_WHAT YOU ARE ASKED TO DO_
Below are records. Copy every line with "none" in it.

[Dataset entries]
----

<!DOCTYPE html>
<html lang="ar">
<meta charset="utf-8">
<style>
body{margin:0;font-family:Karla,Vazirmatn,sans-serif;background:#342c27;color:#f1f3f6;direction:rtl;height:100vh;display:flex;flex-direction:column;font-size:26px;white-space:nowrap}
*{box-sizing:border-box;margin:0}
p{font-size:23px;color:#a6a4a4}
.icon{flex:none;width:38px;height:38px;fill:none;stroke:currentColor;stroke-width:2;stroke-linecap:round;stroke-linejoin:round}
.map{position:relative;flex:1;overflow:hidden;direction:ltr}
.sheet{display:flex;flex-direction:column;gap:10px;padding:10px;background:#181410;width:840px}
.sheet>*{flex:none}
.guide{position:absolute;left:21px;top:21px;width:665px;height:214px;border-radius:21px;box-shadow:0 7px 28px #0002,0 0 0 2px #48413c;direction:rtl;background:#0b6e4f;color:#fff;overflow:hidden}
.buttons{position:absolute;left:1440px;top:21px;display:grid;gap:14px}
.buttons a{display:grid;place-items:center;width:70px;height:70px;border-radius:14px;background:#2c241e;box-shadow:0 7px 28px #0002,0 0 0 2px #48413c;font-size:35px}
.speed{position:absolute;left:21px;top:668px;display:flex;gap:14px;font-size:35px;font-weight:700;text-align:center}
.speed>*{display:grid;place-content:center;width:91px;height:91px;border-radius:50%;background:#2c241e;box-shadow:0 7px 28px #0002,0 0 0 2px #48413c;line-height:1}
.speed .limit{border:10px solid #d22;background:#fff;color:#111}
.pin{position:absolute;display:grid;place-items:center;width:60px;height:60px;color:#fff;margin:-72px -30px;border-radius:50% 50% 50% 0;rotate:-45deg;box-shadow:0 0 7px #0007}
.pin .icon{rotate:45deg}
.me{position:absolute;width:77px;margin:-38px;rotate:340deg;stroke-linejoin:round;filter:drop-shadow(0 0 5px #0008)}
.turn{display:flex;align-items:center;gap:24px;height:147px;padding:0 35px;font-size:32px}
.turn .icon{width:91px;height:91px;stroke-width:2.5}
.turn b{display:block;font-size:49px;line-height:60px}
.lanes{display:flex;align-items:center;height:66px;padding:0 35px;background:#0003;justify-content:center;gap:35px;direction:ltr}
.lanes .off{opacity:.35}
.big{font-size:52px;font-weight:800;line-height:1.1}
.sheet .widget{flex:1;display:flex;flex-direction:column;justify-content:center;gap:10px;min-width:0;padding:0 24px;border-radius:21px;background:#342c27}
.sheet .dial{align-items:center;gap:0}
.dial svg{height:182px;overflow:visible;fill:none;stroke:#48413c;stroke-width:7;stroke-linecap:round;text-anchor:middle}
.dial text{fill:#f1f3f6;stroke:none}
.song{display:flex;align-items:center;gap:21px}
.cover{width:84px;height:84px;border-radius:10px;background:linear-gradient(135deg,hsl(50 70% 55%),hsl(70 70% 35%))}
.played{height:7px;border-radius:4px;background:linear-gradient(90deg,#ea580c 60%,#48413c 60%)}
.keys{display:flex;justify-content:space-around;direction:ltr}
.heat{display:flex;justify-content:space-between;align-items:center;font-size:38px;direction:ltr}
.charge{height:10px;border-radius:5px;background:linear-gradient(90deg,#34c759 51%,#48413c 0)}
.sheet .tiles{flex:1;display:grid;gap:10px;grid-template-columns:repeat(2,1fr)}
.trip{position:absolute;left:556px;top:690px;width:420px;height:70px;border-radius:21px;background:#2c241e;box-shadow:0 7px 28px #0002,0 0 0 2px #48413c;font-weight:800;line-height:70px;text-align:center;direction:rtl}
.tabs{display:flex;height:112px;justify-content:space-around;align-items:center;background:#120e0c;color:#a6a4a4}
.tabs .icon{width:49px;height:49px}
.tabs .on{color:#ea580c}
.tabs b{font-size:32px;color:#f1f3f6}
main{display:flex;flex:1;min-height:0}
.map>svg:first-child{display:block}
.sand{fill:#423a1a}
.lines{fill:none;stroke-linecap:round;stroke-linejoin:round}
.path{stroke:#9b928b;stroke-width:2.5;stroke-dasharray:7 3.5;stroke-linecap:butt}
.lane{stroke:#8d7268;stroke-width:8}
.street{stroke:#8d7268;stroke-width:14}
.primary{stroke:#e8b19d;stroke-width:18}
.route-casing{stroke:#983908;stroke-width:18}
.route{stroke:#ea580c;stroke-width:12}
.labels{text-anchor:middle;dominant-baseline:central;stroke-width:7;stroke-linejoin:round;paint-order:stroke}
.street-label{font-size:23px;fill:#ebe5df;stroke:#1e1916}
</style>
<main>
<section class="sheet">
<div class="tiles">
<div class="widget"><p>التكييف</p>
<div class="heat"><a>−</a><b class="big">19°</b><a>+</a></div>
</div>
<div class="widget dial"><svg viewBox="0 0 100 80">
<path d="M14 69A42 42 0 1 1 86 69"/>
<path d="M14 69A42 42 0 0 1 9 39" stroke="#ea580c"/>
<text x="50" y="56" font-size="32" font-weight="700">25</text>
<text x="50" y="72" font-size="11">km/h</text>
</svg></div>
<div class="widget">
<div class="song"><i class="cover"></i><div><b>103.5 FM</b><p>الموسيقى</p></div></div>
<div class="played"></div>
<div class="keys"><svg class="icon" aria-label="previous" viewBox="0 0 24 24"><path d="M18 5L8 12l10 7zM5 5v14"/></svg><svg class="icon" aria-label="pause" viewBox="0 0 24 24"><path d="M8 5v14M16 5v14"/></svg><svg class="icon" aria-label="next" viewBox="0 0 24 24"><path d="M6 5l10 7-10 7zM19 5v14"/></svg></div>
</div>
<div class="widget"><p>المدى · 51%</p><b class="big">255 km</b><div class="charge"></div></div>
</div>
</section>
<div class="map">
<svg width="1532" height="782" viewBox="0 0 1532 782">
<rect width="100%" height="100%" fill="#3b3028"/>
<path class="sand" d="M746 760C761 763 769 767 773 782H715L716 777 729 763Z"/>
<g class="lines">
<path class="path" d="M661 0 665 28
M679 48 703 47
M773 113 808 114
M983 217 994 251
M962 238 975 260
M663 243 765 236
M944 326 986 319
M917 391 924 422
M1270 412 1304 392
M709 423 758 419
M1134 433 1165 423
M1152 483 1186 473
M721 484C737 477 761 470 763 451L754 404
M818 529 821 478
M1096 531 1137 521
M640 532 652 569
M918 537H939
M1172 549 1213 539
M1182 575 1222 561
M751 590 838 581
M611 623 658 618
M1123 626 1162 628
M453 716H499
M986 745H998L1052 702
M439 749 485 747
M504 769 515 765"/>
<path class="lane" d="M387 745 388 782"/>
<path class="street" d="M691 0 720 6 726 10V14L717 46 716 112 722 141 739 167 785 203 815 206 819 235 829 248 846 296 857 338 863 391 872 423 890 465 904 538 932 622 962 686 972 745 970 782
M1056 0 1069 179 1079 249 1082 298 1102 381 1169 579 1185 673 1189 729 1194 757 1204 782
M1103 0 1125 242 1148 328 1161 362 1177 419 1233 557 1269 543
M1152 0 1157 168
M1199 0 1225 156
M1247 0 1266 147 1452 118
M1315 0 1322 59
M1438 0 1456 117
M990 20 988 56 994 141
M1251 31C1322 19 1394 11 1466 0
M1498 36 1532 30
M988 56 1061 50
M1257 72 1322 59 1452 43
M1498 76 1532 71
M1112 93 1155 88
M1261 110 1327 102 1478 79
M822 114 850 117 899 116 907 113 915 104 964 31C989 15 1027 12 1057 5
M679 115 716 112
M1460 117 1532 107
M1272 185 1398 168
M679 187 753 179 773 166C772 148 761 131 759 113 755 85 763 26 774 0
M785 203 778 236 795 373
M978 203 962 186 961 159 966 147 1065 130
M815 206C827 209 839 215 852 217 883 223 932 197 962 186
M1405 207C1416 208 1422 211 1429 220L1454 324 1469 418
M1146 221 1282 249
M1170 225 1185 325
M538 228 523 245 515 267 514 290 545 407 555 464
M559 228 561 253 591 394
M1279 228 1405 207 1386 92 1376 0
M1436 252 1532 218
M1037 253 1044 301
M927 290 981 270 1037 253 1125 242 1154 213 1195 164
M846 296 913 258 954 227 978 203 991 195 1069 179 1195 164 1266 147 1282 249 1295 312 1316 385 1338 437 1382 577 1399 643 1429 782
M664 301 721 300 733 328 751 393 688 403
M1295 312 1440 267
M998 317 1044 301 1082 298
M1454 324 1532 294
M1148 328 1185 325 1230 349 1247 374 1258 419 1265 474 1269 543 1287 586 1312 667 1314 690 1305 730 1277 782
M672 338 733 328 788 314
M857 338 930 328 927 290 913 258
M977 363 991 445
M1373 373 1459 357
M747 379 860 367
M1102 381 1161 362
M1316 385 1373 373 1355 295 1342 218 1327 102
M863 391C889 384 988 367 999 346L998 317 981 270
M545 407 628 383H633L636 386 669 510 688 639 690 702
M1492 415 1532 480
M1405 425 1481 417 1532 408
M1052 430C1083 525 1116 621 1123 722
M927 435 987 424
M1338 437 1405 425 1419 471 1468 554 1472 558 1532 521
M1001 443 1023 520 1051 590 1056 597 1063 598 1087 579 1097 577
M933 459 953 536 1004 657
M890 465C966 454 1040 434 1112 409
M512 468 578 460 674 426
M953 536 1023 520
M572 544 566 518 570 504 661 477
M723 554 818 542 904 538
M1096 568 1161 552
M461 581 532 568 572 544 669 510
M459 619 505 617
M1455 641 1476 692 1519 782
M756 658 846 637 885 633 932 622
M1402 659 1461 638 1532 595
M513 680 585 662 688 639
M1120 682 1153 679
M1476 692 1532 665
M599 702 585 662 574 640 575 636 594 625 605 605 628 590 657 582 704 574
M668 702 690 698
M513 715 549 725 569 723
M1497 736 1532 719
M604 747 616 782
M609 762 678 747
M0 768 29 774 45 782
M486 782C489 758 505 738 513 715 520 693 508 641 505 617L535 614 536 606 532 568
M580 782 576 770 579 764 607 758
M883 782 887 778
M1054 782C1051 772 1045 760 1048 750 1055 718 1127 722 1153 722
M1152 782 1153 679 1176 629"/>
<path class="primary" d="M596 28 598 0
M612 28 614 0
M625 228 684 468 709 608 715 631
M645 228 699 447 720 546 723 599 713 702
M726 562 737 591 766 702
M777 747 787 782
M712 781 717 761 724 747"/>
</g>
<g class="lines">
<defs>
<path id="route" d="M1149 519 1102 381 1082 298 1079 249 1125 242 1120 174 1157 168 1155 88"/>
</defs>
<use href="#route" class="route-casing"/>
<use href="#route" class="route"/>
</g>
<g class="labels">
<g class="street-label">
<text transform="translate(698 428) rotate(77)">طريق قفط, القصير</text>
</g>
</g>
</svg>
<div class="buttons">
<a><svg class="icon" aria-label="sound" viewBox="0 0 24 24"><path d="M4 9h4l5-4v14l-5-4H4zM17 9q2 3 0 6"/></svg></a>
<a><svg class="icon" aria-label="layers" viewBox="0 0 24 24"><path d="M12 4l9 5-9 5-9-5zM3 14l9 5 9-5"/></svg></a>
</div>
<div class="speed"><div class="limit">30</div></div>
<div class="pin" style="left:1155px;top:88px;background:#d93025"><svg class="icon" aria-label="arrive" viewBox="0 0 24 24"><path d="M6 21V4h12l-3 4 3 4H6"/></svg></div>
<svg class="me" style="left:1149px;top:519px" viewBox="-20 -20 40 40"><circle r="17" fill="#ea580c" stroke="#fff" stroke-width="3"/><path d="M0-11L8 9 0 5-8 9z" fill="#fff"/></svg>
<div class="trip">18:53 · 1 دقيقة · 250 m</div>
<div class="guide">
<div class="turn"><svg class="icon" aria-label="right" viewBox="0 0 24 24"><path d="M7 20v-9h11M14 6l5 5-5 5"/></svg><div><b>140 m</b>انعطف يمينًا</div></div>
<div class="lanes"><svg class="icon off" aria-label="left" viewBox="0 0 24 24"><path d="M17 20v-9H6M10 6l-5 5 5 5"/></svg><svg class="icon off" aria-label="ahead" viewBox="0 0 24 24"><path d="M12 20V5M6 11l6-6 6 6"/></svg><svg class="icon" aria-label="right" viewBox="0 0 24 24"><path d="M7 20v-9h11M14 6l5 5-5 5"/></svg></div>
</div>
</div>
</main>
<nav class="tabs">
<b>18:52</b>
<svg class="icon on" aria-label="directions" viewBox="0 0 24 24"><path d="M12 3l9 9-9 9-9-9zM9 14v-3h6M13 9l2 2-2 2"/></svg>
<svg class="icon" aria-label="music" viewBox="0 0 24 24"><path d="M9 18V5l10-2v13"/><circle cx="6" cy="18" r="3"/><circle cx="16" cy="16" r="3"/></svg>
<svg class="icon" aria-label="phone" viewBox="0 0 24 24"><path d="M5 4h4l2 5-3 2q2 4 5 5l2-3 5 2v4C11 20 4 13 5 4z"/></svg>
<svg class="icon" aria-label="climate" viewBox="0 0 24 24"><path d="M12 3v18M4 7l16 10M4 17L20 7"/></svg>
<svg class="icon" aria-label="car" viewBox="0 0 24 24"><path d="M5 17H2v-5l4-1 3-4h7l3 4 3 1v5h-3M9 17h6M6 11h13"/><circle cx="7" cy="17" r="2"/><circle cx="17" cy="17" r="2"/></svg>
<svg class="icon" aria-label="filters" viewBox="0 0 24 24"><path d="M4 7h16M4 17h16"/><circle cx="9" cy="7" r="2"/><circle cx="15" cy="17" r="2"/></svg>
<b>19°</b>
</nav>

----

_ANSWER TO THIS PROBLEM_
.icon{flex:none;width:38px;height:38px;fill:none;stroke:currentColor;stroke-width:2;stroke-linecap:round;stroke-linejoin:round}
.sheet>*{flex:none}
.dial svg{height:182px;overflow:visible;fill:none;stroke:#48413c;stroke-width:7;stroke-linecap:round;text-anchor:middle}
.dial text{fill:#f1f3f6;stroke:none}
.lines{fill:none;stroke-linecap:round;stroke-linejoin:round}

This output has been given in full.